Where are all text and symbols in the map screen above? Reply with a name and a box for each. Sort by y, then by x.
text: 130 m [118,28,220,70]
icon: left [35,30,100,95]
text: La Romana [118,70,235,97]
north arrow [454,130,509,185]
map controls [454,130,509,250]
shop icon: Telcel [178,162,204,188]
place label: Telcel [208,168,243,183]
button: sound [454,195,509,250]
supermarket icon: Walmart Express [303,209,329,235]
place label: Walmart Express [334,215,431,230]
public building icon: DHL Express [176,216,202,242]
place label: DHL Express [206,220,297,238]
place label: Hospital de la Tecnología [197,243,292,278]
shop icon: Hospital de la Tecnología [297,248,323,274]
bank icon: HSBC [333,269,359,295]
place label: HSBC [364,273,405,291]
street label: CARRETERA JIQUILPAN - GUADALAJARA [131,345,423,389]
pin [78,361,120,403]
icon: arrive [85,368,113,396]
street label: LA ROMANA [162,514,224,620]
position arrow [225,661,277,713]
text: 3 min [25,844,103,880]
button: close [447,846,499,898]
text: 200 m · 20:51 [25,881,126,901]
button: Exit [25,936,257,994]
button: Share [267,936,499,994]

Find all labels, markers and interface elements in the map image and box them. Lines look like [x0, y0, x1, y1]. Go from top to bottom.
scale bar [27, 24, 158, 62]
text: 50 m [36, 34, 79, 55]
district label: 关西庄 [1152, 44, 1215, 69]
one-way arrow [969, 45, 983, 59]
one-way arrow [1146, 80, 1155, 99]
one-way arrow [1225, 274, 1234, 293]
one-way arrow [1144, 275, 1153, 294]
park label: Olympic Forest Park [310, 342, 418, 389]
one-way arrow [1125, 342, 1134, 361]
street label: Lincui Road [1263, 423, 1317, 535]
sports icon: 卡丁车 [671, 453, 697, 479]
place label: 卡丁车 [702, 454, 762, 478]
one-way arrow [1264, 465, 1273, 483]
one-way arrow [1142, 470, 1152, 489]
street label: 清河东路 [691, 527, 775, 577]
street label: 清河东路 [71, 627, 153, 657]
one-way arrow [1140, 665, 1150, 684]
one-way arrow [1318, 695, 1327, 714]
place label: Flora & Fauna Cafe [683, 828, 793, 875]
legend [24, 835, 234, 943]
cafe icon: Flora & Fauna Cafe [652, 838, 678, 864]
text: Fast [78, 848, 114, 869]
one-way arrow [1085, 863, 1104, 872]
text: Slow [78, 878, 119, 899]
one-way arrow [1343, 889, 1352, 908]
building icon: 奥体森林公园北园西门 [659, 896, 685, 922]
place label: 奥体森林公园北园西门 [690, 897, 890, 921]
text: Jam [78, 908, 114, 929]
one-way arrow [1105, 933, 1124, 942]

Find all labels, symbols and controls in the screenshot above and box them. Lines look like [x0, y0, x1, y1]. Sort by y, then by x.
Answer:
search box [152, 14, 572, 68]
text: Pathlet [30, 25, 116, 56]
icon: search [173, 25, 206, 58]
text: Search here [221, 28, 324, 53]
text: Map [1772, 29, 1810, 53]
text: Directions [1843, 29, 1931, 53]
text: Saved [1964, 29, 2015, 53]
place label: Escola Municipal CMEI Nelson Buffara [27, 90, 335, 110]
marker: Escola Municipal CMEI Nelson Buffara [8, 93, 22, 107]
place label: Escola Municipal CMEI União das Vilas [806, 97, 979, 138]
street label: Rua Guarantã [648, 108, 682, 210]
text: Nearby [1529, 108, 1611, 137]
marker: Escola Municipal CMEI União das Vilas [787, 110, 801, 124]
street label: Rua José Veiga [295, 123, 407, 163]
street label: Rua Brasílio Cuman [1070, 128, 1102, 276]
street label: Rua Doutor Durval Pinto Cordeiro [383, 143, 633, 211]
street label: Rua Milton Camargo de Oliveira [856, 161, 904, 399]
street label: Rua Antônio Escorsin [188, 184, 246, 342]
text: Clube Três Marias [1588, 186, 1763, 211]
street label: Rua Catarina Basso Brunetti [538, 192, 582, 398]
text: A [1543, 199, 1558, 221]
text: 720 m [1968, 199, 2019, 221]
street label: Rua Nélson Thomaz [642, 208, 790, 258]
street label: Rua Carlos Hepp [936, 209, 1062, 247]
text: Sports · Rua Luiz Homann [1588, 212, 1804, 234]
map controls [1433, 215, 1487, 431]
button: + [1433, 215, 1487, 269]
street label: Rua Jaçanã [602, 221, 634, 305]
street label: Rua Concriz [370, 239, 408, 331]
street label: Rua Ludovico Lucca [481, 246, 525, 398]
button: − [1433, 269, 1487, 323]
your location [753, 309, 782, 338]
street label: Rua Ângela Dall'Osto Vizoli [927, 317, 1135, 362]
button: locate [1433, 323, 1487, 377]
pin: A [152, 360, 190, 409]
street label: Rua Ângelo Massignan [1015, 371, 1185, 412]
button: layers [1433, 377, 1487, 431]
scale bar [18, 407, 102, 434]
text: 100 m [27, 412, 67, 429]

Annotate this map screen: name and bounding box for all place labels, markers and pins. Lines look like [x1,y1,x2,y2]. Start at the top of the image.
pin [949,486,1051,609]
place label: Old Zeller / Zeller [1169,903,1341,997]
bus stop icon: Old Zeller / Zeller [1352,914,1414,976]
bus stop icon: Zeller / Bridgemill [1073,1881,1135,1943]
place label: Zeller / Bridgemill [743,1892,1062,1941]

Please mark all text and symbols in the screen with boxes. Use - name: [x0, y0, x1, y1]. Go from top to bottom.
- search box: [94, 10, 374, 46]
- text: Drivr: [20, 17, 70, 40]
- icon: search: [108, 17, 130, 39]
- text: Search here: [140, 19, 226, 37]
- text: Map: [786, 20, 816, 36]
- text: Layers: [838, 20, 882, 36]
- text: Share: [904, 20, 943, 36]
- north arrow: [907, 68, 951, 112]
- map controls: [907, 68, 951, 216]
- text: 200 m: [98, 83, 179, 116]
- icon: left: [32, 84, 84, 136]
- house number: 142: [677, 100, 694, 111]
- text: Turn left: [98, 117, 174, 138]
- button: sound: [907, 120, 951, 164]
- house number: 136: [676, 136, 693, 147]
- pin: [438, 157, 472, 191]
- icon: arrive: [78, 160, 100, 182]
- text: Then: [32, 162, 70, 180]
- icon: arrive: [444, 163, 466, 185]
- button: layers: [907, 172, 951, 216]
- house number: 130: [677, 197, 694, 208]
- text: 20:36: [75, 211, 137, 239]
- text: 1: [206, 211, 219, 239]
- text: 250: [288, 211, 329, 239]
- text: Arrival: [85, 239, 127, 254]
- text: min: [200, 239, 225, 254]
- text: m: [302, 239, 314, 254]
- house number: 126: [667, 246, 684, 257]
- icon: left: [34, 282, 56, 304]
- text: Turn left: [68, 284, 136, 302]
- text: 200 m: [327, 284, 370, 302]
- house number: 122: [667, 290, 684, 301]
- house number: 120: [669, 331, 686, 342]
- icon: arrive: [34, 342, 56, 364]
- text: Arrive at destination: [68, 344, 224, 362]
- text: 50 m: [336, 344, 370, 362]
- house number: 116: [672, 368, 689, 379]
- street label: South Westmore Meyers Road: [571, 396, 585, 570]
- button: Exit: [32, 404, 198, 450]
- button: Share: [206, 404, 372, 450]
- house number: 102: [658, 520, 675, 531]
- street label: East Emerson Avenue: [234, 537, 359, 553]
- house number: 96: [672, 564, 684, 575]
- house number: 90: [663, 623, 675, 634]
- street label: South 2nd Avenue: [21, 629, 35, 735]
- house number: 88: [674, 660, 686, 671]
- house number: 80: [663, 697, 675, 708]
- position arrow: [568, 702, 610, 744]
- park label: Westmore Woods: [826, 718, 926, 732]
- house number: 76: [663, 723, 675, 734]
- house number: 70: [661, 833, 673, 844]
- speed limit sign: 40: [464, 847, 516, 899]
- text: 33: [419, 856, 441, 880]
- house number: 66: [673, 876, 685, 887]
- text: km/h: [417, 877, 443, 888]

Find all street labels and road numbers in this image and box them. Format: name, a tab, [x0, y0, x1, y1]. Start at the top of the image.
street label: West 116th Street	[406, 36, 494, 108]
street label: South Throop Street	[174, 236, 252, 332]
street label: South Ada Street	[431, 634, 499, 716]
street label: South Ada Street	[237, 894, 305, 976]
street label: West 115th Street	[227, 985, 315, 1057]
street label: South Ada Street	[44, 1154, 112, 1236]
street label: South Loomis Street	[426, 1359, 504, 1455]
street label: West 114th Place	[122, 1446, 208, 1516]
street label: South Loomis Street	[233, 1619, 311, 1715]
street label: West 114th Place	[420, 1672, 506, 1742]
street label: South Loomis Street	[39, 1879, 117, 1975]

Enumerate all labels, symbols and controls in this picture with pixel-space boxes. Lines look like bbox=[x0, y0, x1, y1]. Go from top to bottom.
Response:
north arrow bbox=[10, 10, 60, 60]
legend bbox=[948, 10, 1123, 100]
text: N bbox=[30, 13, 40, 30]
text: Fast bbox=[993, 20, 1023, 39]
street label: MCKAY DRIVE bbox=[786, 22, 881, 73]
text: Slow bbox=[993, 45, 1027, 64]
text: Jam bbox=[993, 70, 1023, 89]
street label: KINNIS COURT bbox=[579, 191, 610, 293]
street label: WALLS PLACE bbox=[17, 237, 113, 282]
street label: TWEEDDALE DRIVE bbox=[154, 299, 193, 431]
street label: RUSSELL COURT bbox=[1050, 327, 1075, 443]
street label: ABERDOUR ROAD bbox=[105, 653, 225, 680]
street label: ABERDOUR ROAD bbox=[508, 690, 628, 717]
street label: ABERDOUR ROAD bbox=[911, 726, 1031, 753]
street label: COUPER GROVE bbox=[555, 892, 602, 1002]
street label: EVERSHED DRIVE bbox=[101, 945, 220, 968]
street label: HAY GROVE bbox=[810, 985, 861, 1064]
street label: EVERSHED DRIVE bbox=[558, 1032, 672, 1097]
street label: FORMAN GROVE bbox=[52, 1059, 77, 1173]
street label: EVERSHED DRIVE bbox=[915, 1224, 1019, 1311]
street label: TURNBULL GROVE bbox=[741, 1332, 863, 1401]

★ ★ ★ ★

Problem description => Would you please work out how many lines of the data hold "stop"? Reply with the number alone.

Result of the exercise => 2